08:32 AM EDT, 05/07/2024 (MT Newswires) -- Walt Disney ( DIS ) on Tuesday raised its full-year earnings growth outlook as the media and entertainment giant's fiscal second-quarter results increased annually, although revenue fell short of market estimates.
The company now anticipates per-share adjusted earnings to grow by 25% for fiscal 2024, compared with its prior guidance for a gain of at least 20%. The consensus on Capital IQ is for normalized EPS of $4.70. In the March quarter, Disney's ( DIS ) adjusted EPS climbed 30% to $1.21, topping the Street's view for $1.10.
However, the company's shares fell 5.5% in recent premarket activity.
Revenue for the second quarter ticked up 1% to $22.08 billion, but was just shy of analysts' $22.14 billion forecast. Disney ( DIS ) also swung to a net loss in the period due to a goodwill impairment charge of $2.05 billion, related to merging its Star India division into a new joint venture with Indian multinational conglomerate Reliance Industries.
In the experiences segment, the company's revenue inclined 10% to $8.39 billion, as domestic and international parks and experiences logged gains of 7% and 29%, respectively.
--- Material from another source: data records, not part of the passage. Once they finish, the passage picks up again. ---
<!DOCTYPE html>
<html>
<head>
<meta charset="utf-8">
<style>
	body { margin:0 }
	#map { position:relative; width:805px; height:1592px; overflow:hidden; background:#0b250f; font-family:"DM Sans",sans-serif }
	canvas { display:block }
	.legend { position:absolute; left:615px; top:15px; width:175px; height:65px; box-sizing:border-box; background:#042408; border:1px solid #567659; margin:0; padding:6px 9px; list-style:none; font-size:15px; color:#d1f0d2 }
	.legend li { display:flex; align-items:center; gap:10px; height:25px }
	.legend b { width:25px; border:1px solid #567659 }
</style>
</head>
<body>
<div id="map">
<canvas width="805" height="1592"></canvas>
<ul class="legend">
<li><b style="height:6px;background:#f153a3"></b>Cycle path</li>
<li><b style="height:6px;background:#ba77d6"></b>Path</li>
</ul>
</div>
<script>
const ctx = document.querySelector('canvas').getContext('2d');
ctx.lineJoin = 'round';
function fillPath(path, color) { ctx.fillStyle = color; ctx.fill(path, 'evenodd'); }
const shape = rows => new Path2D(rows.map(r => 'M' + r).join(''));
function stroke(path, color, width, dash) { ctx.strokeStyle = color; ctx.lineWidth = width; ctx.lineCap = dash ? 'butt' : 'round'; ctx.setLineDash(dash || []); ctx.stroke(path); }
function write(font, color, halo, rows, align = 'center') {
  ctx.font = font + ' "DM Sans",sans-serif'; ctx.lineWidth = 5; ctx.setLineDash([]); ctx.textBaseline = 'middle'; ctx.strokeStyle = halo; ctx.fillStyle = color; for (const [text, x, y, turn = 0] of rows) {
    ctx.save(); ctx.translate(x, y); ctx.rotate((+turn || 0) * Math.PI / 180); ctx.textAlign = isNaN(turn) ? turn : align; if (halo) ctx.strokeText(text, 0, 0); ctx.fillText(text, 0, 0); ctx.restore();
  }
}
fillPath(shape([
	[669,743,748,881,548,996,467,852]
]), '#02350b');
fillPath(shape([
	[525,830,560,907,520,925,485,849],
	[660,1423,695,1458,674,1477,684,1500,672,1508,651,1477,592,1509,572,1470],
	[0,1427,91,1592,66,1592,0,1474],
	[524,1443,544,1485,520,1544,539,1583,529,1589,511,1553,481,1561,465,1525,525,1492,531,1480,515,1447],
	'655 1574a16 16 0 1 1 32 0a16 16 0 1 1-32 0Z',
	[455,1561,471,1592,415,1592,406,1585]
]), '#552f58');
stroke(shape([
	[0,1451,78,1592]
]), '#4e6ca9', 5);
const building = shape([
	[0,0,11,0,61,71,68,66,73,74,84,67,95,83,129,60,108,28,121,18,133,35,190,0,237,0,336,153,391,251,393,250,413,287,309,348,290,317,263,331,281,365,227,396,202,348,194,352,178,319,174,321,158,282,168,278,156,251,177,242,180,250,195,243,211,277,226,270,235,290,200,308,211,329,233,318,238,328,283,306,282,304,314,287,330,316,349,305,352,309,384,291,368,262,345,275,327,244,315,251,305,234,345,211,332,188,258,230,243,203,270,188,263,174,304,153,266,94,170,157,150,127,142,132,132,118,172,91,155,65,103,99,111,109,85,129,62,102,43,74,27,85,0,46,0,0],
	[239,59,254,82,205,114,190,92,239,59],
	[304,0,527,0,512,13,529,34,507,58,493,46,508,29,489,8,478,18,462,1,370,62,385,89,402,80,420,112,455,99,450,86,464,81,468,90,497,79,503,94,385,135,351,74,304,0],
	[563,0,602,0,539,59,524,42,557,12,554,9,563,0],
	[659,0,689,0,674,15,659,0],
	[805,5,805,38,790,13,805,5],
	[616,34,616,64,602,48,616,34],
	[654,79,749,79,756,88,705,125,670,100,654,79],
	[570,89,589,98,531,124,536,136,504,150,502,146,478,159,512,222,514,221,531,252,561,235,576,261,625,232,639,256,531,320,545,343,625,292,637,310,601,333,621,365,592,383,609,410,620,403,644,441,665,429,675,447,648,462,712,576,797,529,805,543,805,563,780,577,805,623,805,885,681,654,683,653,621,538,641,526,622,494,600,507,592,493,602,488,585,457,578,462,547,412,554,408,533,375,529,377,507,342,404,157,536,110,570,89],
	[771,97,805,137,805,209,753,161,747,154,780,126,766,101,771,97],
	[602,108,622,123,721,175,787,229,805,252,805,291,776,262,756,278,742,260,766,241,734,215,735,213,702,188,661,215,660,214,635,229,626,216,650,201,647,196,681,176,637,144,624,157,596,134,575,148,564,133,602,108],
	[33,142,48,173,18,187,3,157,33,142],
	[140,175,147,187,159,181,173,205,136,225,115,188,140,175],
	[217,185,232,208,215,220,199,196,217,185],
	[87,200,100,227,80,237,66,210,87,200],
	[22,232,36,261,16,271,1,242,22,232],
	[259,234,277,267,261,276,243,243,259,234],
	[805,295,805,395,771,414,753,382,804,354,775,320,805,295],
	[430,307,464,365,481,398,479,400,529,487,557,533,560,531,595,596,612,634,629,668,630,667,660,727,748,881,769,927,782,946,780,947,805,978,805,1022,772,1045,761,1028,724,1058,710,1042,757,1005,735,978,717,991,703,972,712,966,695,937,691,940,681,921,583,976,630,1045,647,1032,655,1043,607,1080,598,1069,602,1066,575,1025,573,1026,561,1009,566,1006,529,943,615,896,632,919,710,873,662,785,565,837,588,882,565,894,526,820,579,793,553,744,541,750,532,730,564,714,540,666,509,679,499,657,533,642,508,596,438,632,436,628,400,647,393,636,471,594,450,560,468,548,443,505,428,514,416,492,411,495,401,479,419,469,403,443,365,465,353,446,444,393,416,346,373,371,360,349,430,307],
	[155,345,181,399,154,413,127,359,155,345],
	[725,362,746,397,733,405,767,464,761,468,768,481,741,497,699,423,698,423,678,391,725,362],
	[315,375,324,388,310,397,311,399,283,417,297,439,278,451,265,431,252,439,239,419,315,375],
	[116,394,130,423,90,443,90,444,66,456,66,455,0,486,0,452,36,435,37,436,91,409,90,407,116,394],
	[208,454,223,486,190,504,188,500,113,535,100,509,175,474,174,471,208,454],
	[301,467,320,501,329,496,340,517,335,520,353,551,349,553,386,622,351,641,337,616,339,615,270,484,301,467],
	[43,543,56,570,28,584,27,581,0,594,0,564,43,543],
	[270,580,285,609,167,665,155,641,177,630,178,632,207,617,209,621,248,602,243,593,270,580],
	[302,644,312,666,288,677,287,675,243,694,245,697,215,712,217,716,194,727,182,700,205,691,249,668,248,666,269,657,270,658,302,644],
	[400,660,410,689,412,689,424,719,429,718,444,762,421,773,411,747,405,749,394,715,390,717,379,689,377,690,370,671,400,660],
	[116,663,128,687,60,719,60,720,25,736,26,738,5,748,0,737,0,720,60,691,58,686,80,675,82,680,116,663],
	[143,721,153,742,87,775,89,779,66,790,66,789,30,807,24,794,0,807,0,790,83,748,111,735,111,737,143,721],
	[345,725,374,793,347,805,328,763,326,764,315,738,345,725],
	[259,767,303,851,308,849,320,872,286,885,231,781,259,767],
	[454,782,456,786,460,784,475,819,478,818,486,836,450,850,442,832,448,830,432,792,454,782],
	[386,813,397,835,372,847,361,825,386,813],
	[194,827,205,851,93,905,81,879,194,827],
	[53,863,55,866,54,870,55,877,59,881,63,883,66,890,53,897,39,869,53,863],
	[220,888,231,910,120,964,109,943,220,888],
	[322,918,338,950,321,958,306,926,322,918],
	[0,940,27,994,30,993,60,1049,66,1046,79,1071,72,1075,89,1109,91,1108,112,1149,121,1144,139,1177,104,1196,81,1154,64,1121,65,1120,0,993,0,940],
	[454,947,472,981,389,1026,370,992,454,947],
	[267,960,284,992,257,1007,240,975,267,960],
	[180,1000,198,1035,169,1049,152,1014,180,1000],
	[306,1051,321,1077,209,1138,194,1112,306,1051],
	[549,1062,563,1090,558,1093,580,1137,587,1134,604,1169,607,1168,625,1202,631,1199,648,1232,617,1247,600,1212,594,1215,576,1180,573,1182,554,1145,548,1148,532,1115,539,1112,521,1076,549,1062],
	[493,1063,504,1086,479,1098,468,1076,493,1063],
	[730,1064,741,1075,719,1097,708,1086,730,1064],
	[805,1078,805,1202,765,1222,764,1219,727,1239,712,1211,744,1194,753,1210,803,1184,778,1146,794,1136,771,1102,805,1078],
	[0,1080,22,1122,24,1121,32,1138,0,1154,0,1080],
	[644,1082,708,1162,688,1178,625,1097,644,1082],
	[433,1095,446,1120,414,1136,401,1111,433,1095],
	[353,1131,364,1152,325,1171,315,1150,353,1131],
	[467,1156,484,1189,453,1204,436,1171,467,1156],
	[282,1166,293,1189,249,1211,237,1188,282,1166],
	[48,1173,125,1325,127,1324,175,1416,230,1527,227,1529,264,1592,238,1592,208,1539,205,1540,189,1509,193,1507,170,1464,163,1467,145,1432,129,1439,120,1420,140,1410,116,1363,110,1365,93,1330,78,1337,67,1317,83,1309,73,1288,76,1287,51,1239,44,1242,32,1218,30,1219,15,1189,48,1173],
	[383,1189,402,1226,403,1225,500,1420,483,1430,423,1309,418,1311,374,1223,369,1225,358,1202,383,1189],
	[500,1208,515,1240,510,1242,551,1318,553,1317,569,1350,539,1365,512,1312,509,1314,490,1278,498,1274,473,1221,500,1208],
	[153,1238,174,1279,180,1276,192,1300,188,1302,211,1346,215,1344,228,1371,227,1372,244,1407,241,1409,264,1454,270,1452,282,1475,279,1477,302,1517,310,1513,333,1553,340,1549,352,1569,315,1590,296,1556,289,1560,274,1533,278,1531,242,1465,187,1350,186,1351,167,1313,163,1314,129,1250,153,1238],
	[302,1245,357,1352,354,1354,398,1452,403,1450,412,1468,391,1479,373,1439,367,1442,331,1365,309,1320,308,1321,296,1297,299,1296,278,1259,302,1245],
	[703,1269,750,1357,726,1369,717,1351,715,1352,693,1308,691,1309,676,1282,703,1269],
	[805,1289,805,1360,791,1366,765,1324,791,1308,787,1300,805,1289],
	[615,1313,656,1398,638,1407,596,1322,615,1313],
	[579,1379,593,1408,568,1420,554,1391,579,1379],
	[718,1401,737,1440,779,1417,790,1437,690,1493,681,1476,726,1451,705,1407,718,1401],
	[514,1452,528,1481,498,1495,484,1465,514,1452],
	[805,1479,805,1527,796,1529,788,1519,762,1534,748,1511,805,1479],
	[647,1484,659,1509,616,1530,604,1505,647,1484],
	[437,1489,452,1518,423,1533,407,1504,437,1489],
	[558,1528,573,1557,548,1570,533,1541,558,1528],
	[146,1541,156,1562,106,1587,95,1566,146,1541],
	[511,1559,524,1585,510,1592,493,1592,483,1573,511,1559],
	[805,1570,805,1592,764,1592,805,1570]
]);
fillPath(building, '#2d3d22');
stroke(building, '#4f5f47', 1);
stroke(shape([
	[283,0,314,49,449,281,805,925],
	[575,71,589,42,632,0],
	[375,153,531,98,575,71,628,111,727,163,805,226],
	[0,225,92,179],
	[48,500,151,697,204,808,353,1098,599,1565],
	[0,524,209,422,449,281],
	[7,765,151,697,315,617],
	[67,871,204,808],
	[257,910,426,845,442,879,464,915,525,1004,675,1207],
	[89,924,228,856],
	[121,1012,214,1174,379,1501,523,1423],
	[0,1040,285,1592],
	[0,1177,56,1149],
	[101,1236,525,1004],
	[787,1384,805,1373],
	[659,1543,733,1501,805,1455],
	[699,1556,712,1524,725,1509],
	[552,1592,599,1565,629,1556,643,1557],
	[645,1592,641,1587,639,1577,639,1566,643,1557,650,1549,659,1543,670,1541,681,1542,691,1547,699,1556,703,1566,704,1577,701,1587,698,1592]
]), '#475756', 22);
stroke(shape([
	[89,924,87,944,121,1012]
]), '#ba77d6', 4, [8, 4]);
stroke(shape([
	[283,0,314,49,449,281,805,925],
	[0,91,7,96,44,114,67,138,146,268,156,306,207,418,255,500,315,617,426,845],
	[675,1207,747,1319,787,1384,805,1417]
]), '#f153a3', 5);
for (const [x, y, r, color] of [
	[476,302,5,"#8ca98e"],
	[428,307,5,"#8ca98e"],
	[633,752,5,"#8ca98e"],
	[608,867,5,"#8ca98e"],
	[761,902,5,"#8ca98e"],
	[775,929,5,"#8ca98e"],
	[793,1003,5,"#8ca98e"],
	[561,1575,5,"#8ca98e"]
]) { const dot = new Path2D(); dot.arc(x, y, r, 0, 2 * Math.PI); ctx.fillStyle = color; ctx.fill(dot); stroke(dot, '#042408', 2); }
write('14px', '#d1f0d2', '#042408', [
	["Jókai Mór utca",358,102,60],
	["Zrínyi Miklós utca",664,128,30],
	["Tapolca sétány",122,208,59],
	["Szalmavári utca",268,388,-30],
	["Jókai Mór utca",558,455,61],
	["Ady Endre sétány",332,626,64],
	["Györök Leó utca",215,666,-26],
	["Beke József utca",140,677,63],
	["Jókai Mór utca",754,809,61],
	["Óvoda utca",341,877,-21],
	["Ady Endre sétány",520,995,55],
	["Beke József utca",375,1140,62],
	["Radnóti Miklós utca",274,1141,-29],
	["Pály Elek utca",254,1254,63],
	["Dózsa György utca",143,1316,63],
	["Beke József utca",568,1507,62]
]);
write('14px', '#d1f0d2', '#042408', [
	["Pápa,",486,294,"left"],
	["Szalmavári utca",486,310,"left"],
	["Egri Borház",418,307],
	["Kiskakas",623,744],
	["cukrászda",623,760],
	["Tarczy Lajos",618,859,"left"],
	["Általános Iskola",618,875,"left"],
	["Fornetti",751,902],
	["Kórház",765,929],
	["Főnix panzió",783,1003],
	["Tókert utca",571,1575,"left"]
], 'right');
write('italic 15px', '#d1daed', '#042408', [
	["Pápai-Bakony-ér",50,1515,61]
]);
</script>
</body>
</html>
Consumer products sales moved 3% higher to $913 million driven by higher games licensing revenue.
"Our results were driven in large part by our experiences segment as well as our streaming business," Chief Executive Robert Iger said in a statement. "Importantly, entertainment streaming was profitable for the quarter, and we remain on track to achieve profitability in our combined streaming businesses in (the fourth quarter)."
The entertainment division's revenue slipped 5% to $9.8 billion, as a 13% growth in direct-to-consumer sales were offset by declines of 8% in linear networks and 40% in content sales and licensing. The number of core Disney+ subscribers rose 6% sequentially to 117.6 million, while Disney+ Hotstar users slipped 6% to 36 million. Hulu's paid subscribers increased to 50.2 million from 49.7 million as of Dec 30.
Disney ( DIS ) expects "softer" direct-to-consumer results in the current quarter driven by Disney+ Hotstar. It still projects the combined streaming businesses to be a "meaningful future growth driver" with further improvements in profitability for fiscal 2025. For the experiences segment, third-quarter operating income is pegged to come in "roughly comparable" to the previous year.
"Looking at our company as a whole, it's clear that the turnaround and growth initiatives we set in motion last year have continued to yield positive results," according to Iger.